REQUIRED ACTION = Some lines below hold "roads". Pick them out and copy them.

::::::::::

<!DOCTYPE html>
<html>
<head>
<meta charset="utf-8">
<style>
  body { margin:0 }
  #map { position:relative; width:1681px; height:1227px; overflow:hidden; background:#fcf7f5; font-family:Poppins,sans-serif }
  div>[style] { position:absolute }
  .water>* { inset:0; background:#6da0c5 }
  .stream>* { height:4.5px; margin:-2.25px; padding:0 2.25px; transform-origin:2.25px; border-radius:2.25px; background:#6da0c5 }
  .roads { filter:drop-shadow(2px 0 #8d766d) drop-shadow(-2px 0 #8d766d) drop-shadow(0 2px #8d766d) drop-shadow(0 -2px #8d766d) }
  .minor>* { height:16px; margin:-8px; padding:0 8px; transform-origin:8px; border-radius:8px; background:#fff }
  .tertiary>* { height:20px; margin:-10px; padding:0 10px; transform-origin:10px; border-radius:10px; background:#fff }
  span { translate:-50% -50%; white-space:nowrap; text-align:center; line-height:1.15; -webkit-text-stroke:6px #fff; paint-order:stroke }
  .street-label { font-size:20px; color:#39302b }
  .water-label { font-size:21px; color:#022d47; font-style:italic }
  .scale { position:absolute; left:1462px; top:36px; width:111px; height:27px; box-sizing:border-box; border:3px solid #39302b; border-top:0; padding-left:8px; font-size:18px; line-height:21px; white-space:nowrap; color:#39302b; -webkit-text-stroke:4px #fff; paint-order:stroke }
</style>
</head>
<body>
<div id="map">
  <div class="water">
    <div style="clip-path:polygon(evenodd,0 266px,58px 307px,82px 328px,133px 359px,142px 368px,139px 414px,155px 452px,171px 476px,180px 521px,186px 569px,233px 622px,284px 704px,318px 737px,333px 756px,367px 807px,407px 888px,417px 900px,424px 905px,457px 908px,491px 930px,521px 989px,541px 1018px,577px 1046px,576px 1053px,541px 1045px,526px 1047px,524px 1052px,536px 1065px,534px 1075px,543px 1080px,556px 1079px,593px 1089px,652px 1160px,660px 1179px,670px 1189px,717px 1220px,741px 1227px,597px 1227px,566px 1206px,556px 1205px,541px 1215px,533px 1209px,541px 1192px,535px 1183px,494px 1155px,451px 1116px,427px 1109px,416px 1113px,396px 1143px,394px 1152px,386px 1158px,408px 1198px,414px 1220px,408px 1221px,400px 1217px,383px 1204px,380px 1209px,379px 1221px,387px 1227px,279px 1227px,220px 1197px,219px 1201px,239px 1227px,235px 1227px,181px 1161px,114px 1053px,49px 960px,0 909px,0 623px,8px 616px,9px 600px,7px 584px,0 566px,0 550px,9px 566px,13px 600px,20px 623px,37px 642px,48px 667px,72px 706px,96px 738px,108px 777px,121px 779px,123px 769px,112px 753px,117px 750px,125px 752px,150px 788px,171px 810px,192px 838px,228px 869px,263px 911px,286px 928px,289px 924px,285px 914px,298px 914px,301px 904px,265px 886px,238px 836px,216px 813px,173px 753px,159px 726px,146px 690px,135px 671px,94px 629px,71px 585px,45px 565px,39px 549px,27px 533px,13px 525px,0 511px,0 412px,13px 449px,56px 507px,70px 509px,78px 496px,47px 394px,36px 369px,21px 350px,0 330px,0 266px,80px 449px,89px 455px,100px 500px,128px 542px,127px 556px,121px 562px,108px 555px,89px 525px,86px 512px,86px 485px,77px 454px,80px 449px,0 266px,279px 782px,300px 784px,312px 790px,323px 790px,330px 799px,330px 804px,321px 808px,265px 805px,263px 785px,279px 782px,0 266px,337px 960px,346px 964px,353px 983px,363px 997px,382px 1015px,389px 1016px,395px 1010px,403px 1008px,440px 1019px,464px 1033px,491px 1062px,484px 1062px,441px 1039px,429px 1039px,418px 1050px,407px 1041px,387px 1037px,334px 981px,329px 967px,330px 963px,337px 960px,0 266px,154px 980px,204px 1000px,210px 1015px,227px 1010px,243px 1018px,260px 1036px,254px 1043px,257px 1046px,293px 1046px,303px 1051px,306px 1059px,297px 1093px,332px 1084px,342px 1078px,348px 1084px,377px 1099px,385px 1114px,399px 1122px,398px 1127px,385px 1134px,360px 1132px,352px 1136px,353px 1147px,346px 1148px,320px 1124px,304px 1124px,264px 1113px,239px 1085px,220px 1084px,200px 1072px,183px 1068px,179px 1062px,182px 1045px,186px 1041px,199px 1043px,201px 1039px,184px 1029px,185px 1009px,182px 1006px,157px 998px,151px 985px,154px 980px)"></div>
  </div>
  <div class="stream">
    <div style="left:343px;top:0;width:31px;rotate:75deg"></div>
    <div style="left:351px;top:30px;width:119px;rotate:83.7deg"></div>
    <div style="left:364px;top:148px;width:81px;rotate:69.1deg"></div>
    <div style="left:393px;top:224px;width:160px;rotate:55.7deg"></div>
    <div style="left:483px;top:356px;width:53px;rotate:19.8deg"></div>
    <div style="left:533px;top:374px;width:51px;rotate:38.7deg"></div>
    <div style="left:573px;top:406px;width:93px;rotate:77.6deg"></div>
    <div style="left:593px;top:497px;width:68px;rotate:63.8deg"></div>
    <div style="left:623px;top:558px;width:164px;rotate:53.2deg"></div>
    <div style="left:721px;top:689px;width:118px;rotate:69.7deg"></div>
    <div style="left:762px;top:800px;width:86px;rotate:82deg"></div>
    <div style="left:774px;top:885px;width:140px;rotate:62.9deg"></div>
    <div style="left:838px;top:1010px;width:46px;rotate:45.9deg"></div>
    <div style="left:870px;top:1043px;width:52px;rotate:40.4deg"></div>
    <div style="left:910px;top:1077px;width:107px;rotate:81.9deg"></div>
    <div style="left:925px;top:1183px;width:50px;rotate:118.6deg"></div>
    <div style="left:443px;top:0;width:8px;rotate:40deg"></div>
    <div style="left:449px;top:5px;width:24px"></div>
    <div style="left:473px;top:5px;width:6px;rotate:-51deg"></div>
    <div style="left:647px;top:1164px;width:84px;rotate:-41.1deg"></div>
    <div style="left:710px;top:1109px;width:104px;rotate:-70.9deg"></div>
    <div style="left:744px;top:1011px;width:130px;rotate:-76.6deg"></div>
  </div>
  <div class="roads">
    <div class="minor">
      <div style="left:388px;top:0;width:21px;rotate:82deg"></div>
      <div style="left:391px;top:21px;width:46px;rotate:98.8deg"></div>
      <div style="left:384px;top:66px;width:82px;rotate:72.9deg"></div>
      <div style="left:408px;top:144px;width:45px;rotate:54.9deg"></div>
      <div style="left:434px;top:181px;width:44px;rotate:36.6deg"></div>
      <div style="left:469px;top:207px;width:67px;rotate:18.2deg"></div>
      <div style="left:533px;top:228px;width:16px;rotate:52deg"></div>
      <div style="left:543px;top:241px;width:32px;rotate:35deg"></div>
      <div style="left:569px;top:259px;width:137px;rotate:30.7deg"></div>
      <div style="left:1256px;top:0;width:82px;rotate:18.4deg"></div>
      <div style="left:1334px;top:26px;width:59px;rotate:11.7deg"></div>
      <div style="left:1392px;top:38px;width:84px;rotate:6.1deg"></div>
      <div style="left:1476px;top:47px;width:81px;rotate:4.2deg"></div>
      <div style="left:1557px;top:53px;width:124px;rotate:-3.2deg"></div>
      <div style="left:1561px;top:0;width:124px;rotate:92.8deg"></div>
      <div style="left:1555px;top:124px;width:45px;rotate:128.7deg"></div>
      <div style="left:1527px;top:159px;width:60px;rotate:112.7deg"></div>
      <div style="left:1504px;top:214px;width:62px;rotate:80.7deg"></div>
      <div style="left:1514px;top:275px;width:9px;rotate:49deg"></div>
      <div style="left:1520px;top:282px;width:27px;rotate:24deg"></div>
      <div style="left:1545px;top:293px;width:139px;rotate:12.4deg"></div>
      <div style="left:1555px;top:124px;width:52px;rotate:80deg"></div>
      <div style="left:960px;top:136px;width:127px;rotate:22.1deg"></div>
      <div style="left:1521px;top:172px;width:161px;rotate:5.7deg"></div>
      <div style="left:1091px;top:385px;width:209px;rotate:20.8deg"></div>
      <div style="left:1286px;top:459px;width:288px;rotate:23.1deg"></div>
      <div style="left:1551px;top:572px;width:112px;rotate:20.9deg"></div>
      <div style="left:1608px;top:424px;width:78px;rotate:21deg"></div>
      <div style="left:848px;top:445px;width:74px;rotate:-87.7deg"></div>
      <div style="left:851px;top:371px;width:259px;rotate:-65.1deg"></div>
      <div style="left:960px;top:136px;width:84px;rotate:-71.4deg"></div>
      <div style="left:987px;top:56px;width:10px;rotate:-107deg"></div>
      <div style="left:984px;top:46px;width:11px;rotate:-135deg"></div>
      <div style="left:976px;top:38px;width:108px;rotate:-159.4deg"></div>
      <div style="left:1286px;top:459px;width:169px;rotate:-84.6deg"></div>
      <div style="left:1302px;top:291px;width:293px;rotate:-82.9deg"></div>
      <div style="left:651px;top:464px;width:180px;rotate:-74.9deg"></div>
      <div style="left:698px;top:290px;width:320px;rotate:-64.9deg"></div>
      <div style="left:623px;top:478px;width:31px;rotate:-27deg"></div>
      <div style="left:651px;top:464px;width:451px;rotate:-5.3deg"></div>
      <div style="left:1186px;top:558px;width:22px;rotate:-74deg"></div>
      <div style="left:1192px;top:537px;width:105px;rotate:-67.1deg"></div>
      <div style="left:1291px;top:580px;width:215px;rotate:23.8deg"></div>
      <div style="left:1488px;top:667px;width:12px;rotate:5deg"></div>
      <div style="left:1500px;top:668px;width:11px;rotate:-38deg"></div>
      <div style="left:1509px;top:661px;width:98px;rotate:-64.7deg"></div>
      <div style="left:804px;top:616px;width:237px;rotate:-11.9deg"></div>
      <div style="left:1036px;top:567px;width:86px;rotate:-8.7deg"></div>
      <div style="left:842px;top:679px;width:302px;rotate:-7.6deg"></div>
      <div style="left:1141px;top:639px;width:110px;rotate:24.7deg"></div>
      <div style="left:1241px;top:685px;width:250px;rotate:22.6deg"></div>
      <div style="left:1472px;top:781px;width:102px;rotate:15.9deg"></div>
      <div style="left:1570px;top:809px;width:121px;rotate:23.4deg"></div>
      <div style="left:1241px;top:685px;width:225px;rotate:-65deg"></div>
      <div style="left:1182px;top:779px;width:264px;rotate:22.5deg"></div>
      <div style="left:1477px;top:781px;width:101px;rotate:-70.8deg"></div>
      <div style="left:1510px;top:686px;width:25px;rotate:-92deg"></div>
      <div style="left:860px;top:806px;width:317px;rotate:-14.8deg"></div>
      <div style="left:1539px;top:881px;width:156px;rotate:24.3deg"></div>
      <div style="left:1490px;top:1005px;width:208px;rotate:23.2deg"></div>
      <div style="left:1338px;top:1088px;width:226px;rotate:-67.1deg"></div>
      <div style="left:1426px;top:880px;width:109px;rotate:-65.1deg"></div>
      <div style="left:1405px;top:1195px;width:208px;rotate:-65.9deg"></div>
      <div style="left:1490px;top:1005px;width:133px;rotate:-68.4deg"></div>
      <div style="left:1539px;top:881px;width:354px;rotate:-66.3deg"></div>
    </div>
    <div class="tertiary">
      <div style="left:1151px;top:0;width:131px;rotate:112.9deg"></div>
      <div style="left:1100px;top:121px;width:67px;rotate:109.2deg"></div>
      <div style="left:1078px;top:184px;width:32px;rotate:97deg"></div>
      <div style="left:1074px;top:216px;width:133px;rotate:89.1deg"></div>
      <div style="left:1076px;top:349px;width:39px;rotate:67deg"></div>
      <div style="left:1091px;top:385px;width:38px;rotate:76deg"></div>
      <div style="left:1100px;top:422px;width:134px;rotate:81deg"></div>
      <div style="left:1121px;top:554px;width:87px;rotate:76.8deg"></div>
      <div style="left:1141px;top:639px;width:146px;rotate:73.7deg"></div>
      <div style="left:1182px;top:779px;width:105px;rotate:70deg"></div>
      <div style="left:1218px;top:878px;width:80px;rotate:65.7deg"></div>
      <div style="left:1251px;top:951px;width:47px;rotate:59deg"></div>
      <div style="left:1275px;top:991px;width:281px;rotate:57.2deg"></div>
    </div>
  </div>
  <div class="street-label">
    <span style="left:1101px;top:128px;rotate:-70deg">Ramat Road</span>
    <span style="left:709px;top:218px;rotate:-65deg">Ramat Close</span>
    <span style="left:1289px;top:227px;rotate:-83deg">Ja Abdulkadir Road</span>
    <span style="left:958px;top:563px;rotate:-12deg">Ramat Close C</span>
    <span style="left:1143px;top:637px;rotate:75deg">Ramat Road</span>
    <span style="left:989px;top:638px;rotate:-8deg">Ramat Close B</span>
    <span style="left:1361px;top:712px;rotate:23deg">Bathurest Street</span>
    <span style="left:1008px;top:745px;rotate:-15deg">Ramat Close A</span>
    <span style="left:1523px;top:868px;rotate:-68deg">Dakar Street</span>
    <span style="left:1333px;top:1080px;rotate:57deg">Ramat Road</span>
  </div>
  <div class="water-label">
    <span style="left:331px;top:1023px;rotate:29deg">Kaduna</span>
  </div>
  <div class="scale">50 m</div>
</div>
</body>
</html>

::::::::::

RESULT =
  .roads { filter:drop-shadow(2px 0 #8d766d) drop-shadow(-2px 0 #8d766d) drop-shadow(0 2px #8d766d) drop-shadow(0 -2px #8d766d) }
  <div class="roads">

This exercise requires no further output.